What the exercise asks »
Return each record unchanged and drop the images.

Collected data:
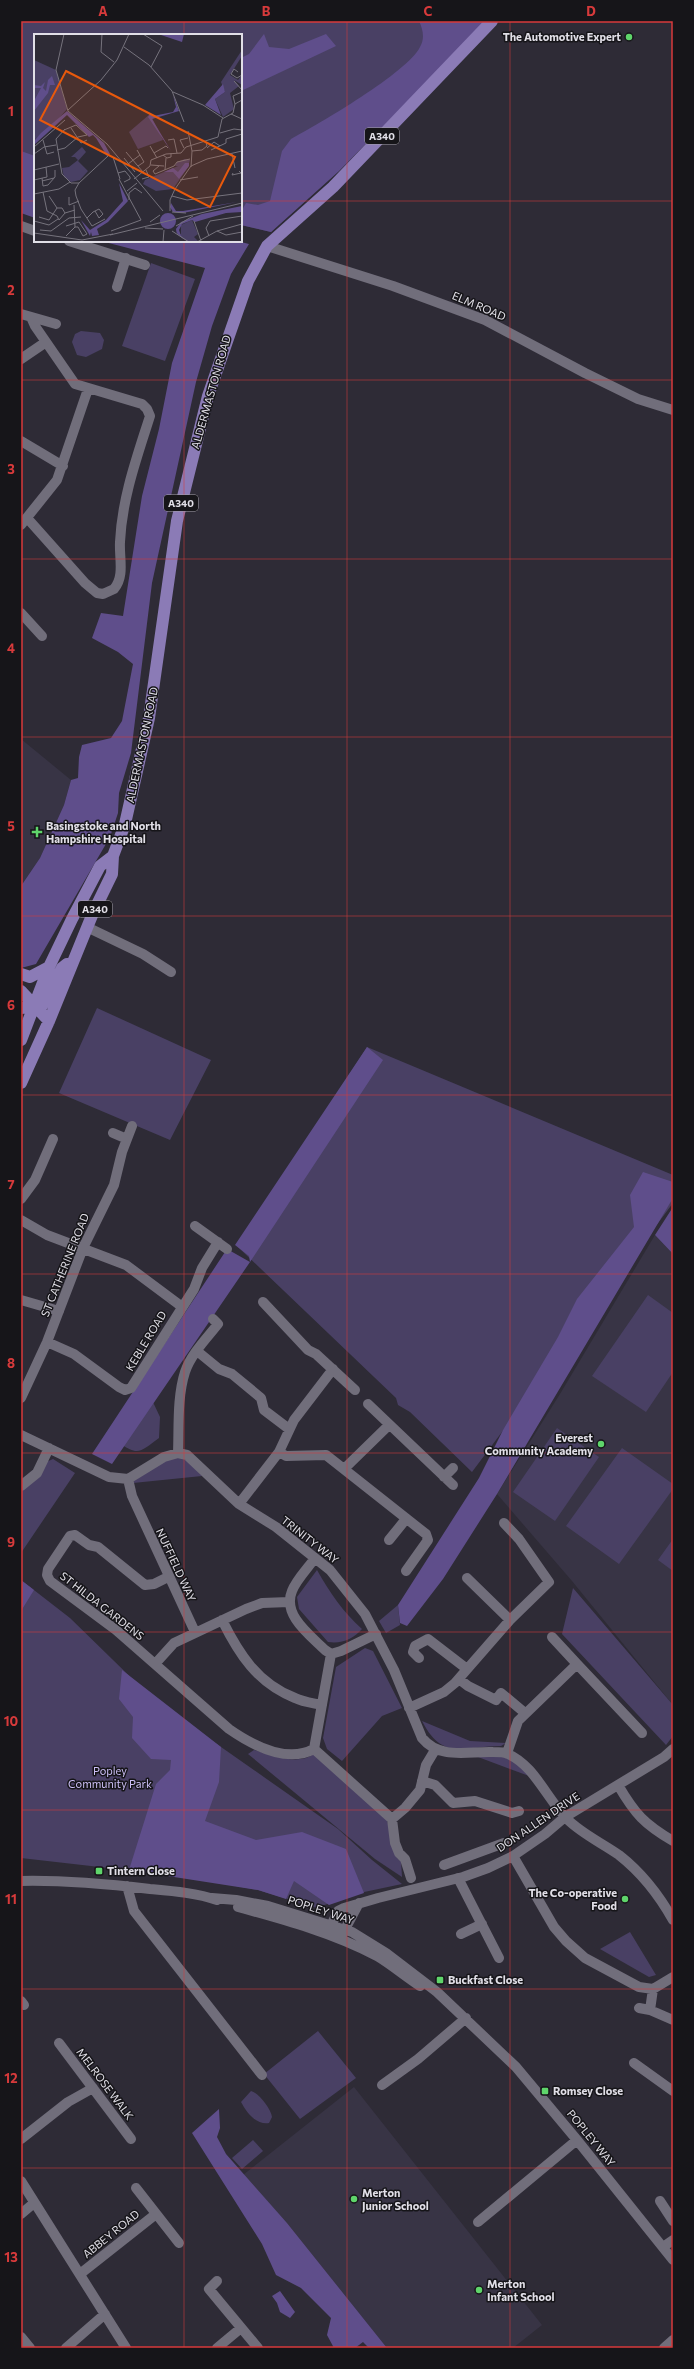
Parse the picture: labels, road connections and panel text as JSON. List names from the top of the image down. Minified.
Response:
{"streets":{"main road":["A340","ALDERMASTON ROAD"],"street":["ELM ROAD","ST CATHERINE ROAD","KEBLE ROAD","TRINITY WAY","NUFFIELD WAY","ST HILDA GARDENS","DON ALLEN DRIVE","POPLEY WAY","MELROSE WALK","ABBEY ROAD"]},"crossings":[["A340","ALDERMASTON ROAD"],["ELM ROAD","ALDERMASTON ROAD"],["ST CATHERINE ROAD","KEBLE ROAD"],["NUFFIELD WAY","ST HILDA GARDENS"],["DON ALLEN DRIVE","POPLEY WAY"]],"parks":["Popley Community Park"],"places":{"other":["The Automotive Expert","Everest Community Academy","The Co-operative Food","Merton Junior School","Merton Infant School"],"health":["Basingstoke and North Hampshire Hospital"],"transit":["Tintern Close","Buckfast Close","Romsey Close"]},"grid":{"columns":["A","B","C","D"],"rows":["1","2","3","4","5","6","7","8","9","10","11","12","13"]}}
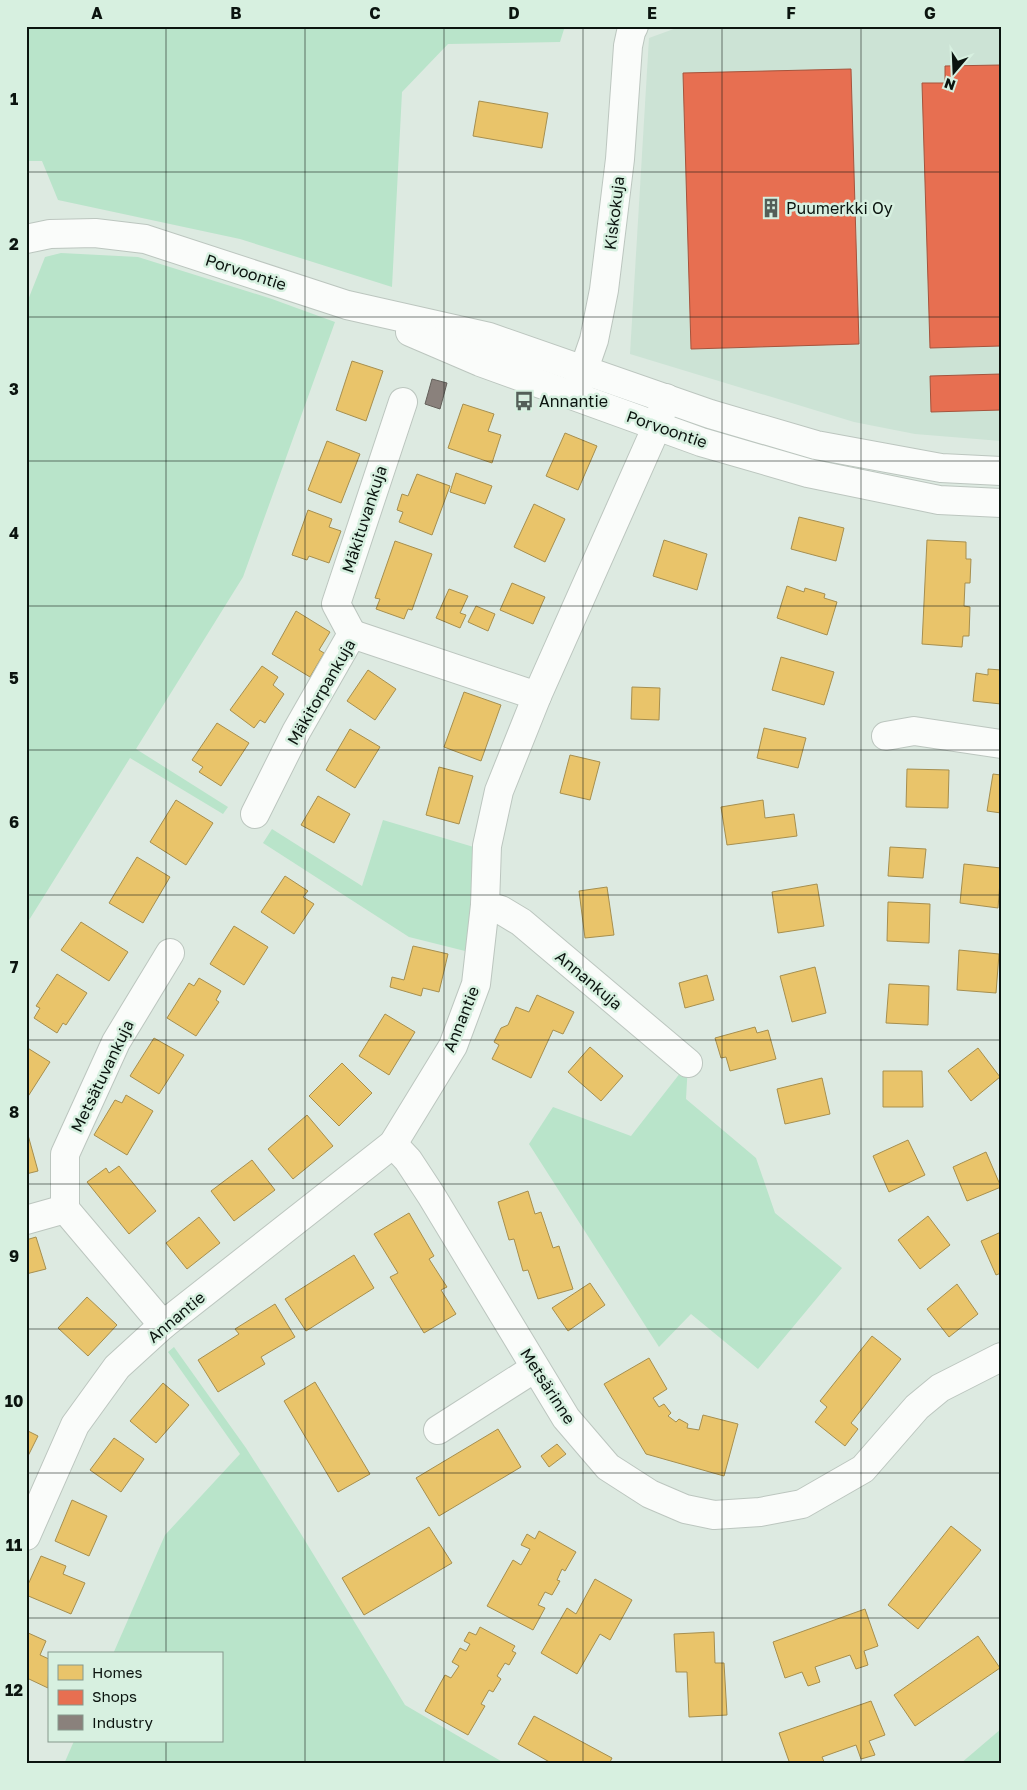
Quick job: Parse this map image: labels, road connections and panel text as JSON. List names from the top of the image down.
{
  "streets": {
    "street": [
      "Kiskokuja",
      "Porvoontie",
      "Mäkituvankuja",
      "Mäkitorpankuja",
      "Annankuja",
      "Annantie",
      "Metsätuvankuja",
      "Metsärinne"
    ]
  },
  "crossings": [
    ["Kiskokuja", "Porvoontie"],
    ["Porvoontie", "Annantie"],
    ["Mäkituvankuja", "Mäkitorpankuja"],
    ["Mäkitorpankuja", "Annantie"],
    ["Annankuja", "Annantie"],
    ["Annantie", "Metsärinne"]
  ],
  "places": {
    "building": ["Puumerkki Oy"],
    "bus stop": ["Annantie"]
  },
  "legend": ["Homes", "Shops", "Industry"],
  "north": "bottom",
  "grid": {
    "columns": [
      "A",
      "B",
      "C",
      "D",
      "E",
      "F",
      "G"
    ],
    "rows": [
      "1",
      "2",
      "3",
      "4",
      "5",
      "6",
      "7",
      "8",
      "9",
      "10",
      "11",
      "12"
    ]
  }
}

Result for this exercise »
Parse the picture: labels, road connections and panel text as JSON. List names from the top of the image down. Minified.
Response:
{"streets":{"main road":["A340","ALDERMASTON ROAD"],"street":["ELM ROAD","ST CATHERINE ROAD","KEBLE ROAD","TRINITY WAY","NUFFIELD WAY","ST HILDA GARDENS","DON ALLEN DRIVE","POPLEY WAY","MELROSE WALK","ABBEY ROAD"]},"crossings":[["A340","ALDERMASTON ROAD"],["ELM ROAD","ALDERMASTON ROAD"],["ST CATHERINE ROAD","KEBLE ROAD"],["NUFFIELD WAY","ST HILDA GARDENS"],["DON ALLEN DRIVE","POPLEY WAY"]],"parks":["Popley Community Park"],"places":{"other":["The Automotive Expert","Everest Community Academy","The Co-operative Food","Merton Junior School","Merton Infant School"],"health":["Basingstoke and North Hampshire Hospital"],"transit":["Tintern Close","Buckfast Close","Romsey Close"]},"grid":{"columns":["A","B","C","D"],"rows":["1","2","3","4","5","6","7","8","9","10","11","12","13"]}}
Quick job: Parse this map image: labels, road connections and panel text as JSON. List names from the top of the image down.
{
  "streets": {
    "street": [
      "Kiskokuja",
      "Porvoontie",
      "Mäkituvankuja",
      "Mäkitorpankuja",
      "Annankuja",
      "Annantie",
      "Metsätuvankuja",
      "Metsärinne"
    ]
  },
  "crossings": [
    ["Kiskokuja", "Porvoontie"],
    ["Porvoontie", "Annantie"],
    ["Mäkituvankuja", "Mäkitorpankuja"],
    ["Mäkitorpankuja", "Annantie"],
    ["Annankuja", "Annantie"],
    ["Annantie", "Metsärinne"]
  ],
  "places": {
    "building": ["Puumerkki Oy"],
    "bus stop": ["Annantie"]
  },
  "legend": ["Homes", "Shops", "Industry"],
  "north": "bottom",
  "grid": {
    "columns": [
      "A",
      "B",
      "C",
      "D",
      "E",
      "F",
      "G"
    ],
    "rows": [
      "1",
      "2",
      "3",
      "4",
      "5",
      "6",
      "7",
      "8",
      "9",
      "10",
      "11",
      "12"
    ]
  }
}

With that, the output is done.